Which came first, hermits or kings?
Heather Bracken-Grissom, marine sciences professor in the FIU Department of Biological Sciences, has helped answer one of the most debated questions among evolutionary biologists: Did the hermit crab evolve into the king crab, or did the king crab evolve into the hermit crab?
Since the 19th century, science has suggested hermit crabs and king crabs are close relatives, despite their strikingly different appearance. Hermit crabs are small and depend on a shell for protection. King crabs are one of the largest crustaceans and do not have a shell, since they use their external skeleton to defend themselves. Both species belong to the infraorder Anomura – with more than 2,500 species within the infraorder, they are all very diverse in structure and ecological adaptations. As science would have it, hermits evolved into kings.
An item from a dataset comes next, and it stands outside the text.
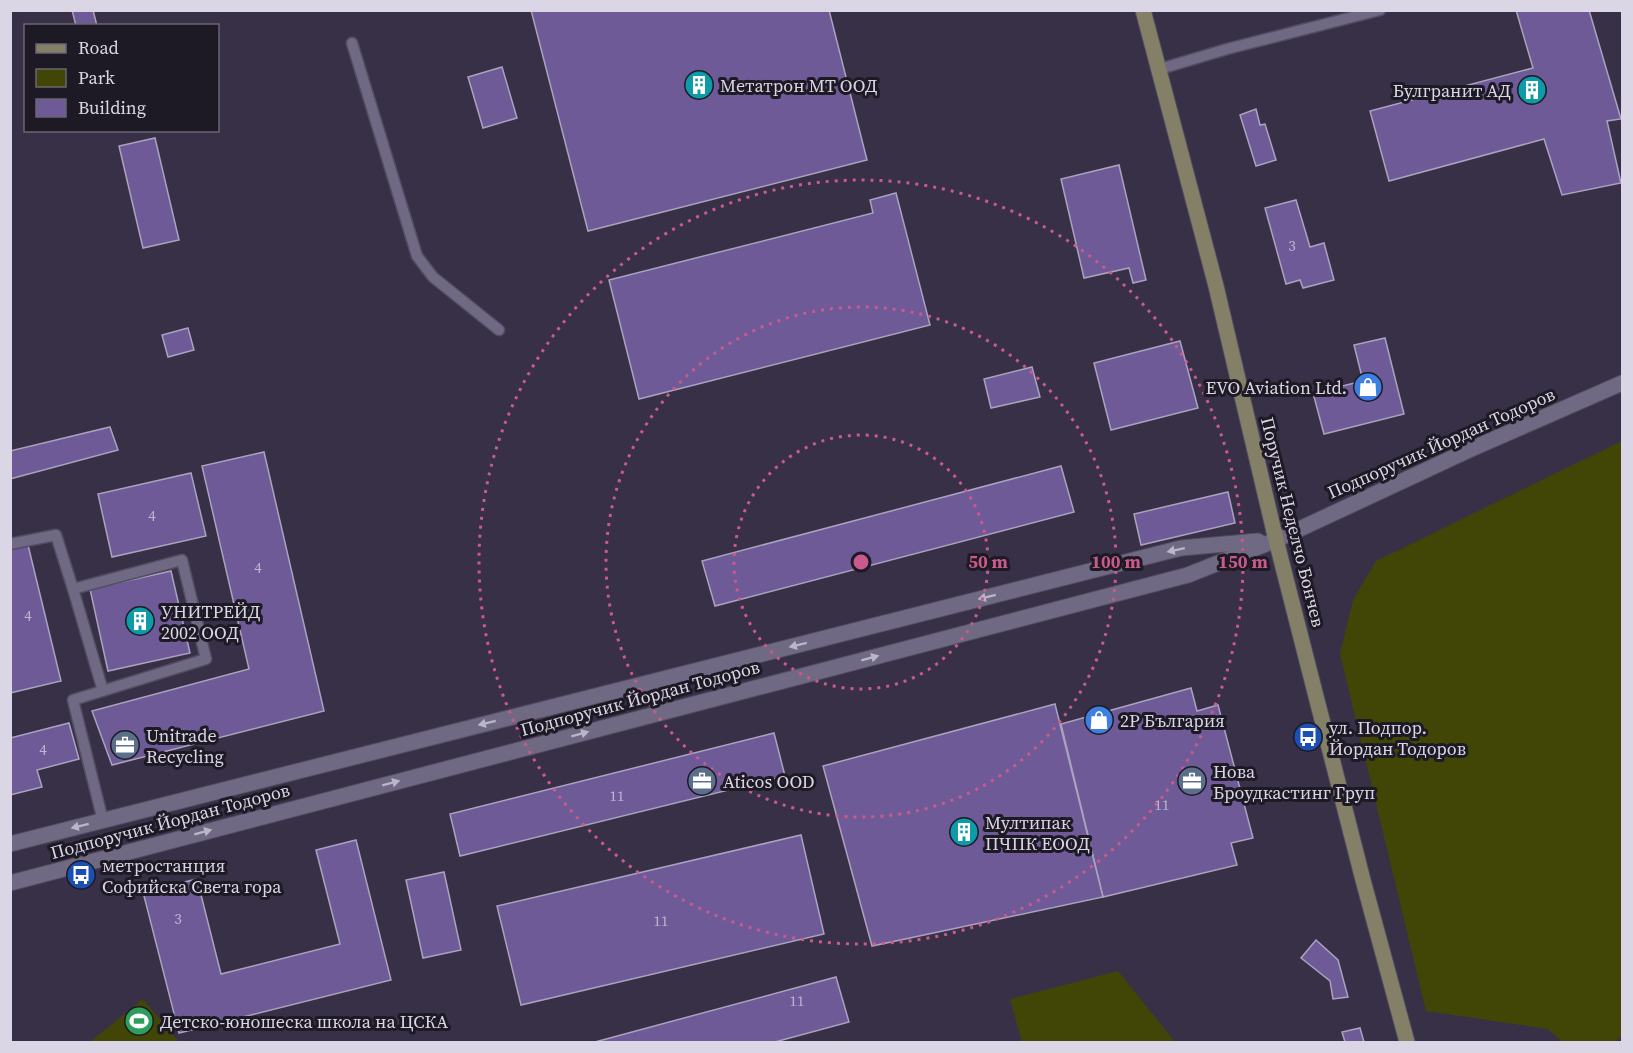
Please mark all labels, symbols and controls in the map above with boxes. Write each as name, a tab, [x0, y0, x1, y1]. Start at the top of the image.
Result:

"The reason why it's taken so long to solve this mystery is because now we can use modern technologies and techniques that weren't available before," Bracken-Grissom said. "DNA sequencing has evolved leaps and bounds in the past few decades and now we can collect data like never before. Also, it's taken about 30 years of collecting samples to really be able to do a comprehensive study of this group."
Despite their seemingly different body structures, both crabs have one, key feature in common: an asymmetrical abdomen. The hermit's abdomen is concealed and coiled inside its shell. The king's asymmetrical abdomen is found in the adult form.
"The similarity of some hermit crabs and female king crab abdomen certainly gave us a clue, but you can't rely on appearances alone. At first glance, you wouldn't even think these two are related because they look so different on the outside," Bracken-Grissom said. "A combination of morphological and DNA sequencing techniques helped us confirm that these organisms were definitely related."
Together with an international research group made up of biologists, geologists and zoologists, Bracken-Grissom examined 156 different morphological characteristics, including body shape, shell morphology, mouth parts, and larval morphology across 137 species of Anomurans. By combining the results with DNA sequencing, the group concluded the king crab evolved from hermit crab ancestors.
"By revealing the relationships between hermit and king crabs we begin to understand the evolutionary patterns within this diverse group of invertebrates," Bracken-Grisosm said. "This information also provides insights into the ecology, origins, and physical characteristics of organisms which can aid in future conservation and biodiversity studies."
Anomurans are commercially important as evident in major king crab and squat lobster fisheries. Hermit crabs are also popular aquarium pets.
Bracken-Grissom led the research group that included experts from the U.S. and Australia, including George Washington University, the Smithsonian National Museum of Natural History, and Australian Museum. Their findings are detailed in an article titled "A comprehensive and integrative reconstruction of evolutionary history for Anomura (Crustacea: Decapoda)," which was published in BMC Evolutionary Biology. Their research has resulted in the most complete evolutionary picture for the Anomura infraorder to date.